BEGIN

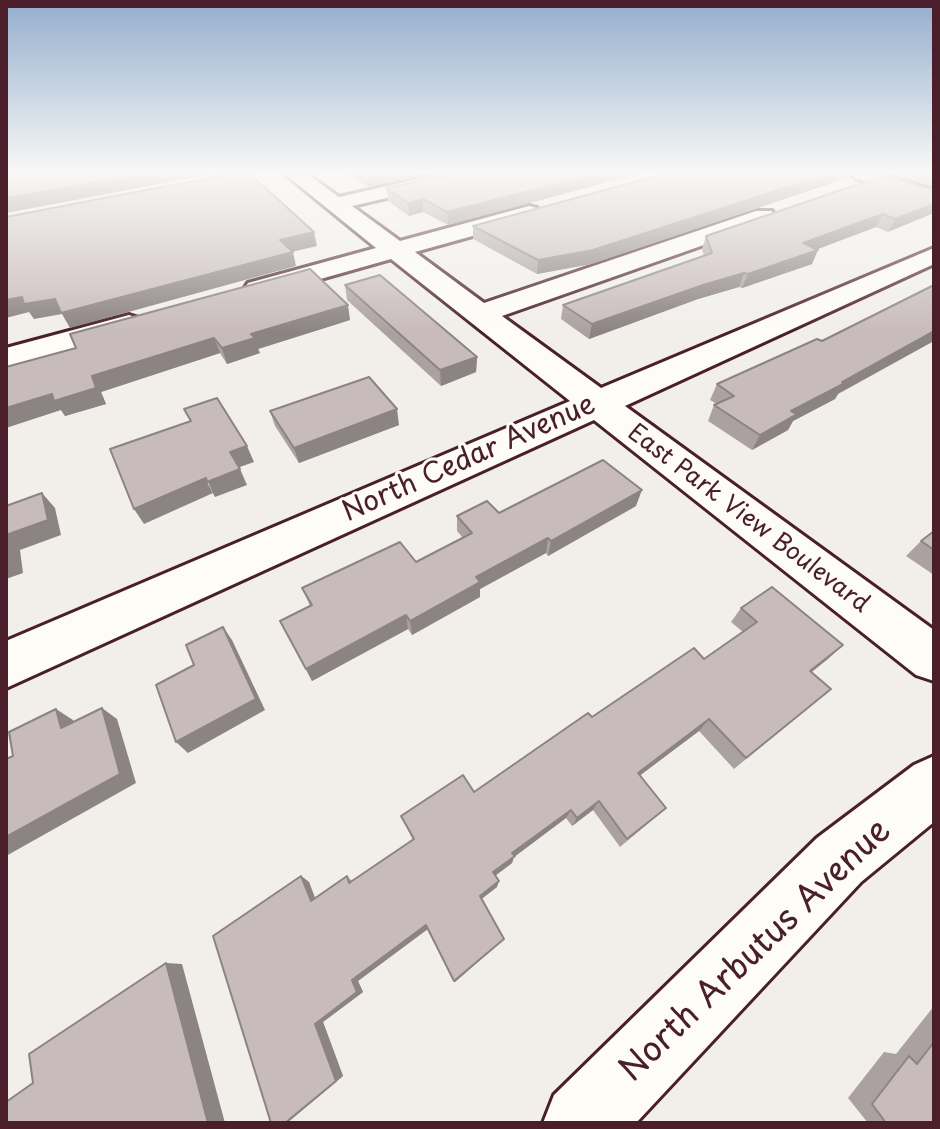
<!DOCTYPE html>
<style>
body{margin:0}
#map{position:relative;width:940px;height:1129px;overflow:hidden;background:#f2efeb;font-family:"Playpen Sans",sans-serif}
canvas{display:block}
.frame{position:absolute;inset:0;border:8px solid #4a1f2b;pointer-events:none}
</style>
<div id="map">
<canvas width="940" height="1129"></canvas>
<div class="frame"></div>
</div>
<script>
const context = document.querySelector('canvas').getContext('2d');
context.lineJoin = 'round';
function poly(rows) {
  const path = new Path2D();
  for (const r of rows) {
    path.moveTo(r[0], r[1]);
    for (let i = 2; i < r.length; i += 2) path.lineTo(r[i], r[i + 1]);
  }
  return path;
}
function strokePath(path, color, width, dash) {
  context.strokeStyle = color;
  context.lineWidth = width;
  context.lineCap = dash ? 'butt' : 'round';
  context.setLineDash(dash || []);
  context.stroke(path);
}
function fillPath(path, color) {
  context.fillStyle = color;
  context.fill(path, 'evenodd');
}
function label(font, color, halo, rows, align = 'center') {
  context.font = font + ' "Playpen Sans",sans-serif';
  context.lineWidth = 6;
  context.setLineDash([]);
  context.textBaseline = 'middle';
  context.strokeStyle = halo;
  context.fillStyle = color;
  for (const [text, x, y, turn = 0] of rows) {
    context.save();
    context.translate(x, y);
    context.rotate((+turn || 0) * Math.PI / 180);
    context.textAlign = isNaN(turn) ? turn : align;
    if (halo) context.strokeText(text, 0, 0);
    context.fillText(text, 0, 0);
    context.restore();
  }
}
const minor = poly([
 [285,174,307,174,339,197,440,174,476,174,473,178,352,206,400,241,529,206,537,208,540,213,537,218,415,252,484,303,756,211,772,211,775,216,772,221,502,316,601,388,934,248,934,264,625,406,934,630,934,681,916,675,594,420,6,688,6,641,570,401,391,259,257,297,248,295,244,289,248,283,376,248,285,174],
 [852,174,882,174,934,190,934,203,855,178,852,174],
 [129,315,139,318,143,324,139,330,6,367,6,348,129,315],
 [934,756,934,822,861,882,636,1123,543,1123,554,1095,817,838,914,765,934,756]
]);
const wall = poly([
 [349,174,427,174,368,187],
 [452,174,448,225,423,212,409,216,388,201,386,188],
 [892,174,934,174,934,187],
 [850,177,591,264,537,274,473,239,473,226],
 [934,190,888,232,876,227,817,249,812,264,742,288,739,287,698,299,589,339,561,319,563,305,704,256,702,249,706,236],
 [345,285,477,357,476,372,441,386,347,300],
 [350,320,258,349,260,353,227,364,220,353,101,392,106,404,65,416,61,410,6,367],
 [717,384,838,394,835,399,793,421,788,430,752,450,708,421,714,405,717,404,710,400],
 [270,411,399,425,299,463,275,426],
 [636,506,548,556,546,553,480,589,480,597,412,635,408,629,312,681,280,621,310,606,302,588,416,562,463,538,457,531,457,516],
 [934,531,934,575,906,556,921,541],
 [741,608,829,658,812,672,831,689,734,769,699,731,640,775,657,816,620,847,593,810,572,826,566,818,514,857,512,863,495,876,497,887,481,899,504,939,455,982,427,929,358,981,363,992,323,1022,343,1076,287,1123,301,876,309,882,315,898,347,876,352,881,413,840,401,816,474,792,592,717,704,659,743,632,731,622],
 [934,1006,934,1123,868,1123,848,1098,884,1052,896,1054]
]);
const shadedWall = poly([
 [141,174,213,174,6,213,6,198],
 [372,174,427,174,368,187,367,175],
 [595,174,638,174,448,225,447,212],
 [828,174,852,174,850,177,591,264,537,274,538,260],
 [423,199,423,212,409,216,408,203],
 [934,204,934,213,888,232,895,219],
 [883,214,876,227,797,257,803,243],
 [314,232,317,246,283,254,280,240],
 [818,250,812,264,742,288,748,274],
 [293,252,296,266,70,328,62,314,34,319,29,312,6,318,6,300,22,297],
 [744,273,739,287,698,299,589,339,592,324,703,285],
 [348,305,350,320,258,349,260,353,227,364,222,348,251,334],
 [934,331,934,341,838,394,835,399,793,421,788,430,752,450,760,435,791,411],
 [214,338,220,353,101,392,106,404,65,416,61,410,6,428,6,408,92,376],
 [477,357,476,372,441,386,440,370],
 [397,409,399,425,299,463,294,448],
 [247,446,254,462,237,468,230,452],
 [240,469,247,485,215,497,207,482],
 [206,478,213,493,144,524,134,509],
 [642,490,636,506,548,556,551,541],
 [42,493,55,508,61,535,20,550,23,573,6,579,6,535],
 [548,538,546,553,480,589,480,597,412,635,410,621,476,577],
 [406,615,408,629,312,681,306,669],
 [223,627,232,640,265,710,188,753,176,742],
 [843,645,829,658,797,683,810,671],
 [102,708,117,719,136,783,6,856,6,837],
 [56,709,73,720,78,739,61,728],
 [709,719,699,731,630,783,638,773],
 [599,801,593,810,572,826,577,818],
 [571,810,566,818,514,857,512,863,492,878,493,872,512,853],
 [301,876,309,882,318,906,311,901],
 [499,881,497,887,479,901,480,896],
 [426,925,428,929,358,981,363,992,323,1022,343,1076,287,1123,285,1123,315,1024,352,980],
 [504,939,455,982,454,981],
 [166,963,182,964,225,1123,208,1123]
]);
const building = poly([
 [6,174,141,174,6,198,6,174],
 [229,174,242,174,243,175,250,174,314,232,280,240,293,252,61,313,55,299,24,304,22,297,6,300,6,217,229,174],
 [452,174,595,174,447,212,423,199,408,203,386,188,452,174],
 [664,174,828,174,593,250,538,260,473,226,664,174],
 [882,176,934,190,934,204,895,219,883,214,803,243,818,250,748,274,744,273,703,285,592,324,563,305,712,253,706,236,882,176],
 [310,269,348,305,251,334,255,338,222,348,214,338,92,376,96,388,54,401,52,394,6,408,6,367,76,348,70,334,310,269],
 [380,275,477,357,440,370,345,285,380,275],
 [934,285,934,331,842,382,845,383,791,411,797,414,760,435,714,405,734,396,717,384,817,339,822,341,934,285],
 [369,377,397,409,294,448,270,411,369,377],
 [217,398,247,446,230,452,240,469,207,482,206,478,134,509,110,449,191,421,184,409,217,398],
 [603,460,642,490,551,541,548,538,476,577,480,582,410,621,406,615,306,669,280,621,312,605,302,588,400,542,416,562,472,533,457,516,487,501,499,513,603,460],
 [42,493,48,520,6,535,6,506,42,493],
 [934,531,934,550,921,541,934,531],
 [772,587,843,645,810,671,831,689,746,758,709,719,638,773,666,808,627,839,599,801,577,818,571,810,512,853,515,856,493,872,499,881,480,896,504,939,454,981,426,925,352,980,357,992,315,1024,336,1081,285,1123,271,1123,213,936,301,876,311,901,347,876,349,883,414,839,401,816,463,775,474,792,588,713,592,717,694,648,704,659,757,622,741,608,772,587],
 [223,627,256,699,176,742,156,685,194,665,186,645,223,627],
 [102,708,120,774,6,837,6,759,13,756,9,732,56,709,61,728,102,708],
 [166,963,208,1123,6,1123,6,1102,33,1083,29,1054,166,963],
 [934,1042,934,1123,886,1123,872,1104,909,1056,917,1064,934,1042]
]);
const farStreetnames = [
 ["East Park View Boulevard",748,519,37]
];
const streetNames = [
 ["North Cedar Avenue",469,459,-24]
];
const nearStreetnames = [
 ["North Arbutus Avenue",756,951,-44]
];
strokePath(minor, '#4a1f2b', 6);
fillPath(minor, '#fdfcf7');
fillPath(wall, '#aca1a1');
fillPath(shadedWall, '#8c8383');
fillPath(building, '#c8bbbb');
strokePath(building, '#8c8383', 2);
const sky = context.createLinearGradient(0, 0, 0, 332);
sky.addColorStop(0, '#94aece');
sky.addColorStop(0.52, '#f9f8f6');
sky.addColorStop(1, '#f9f8f600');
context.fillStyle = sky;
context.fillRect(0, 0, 940, 332);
label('24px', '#4a1f2b', '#fdfcf7', farStreetnames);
label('28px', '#4a1f2b', '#fdfcf7', streetNames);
label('34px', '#4a1f2b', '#fdfcf7', nearStreetnames);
</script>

END

> [What to do]: Search the listing above for the string "function" and return each line it appears on.

> [Response to the task]:
function poly(rows) {
function strokePath(path, color, width, dash) {
function fillPath(path, color) {
function label(font, color, halo, rows, align = 'center') {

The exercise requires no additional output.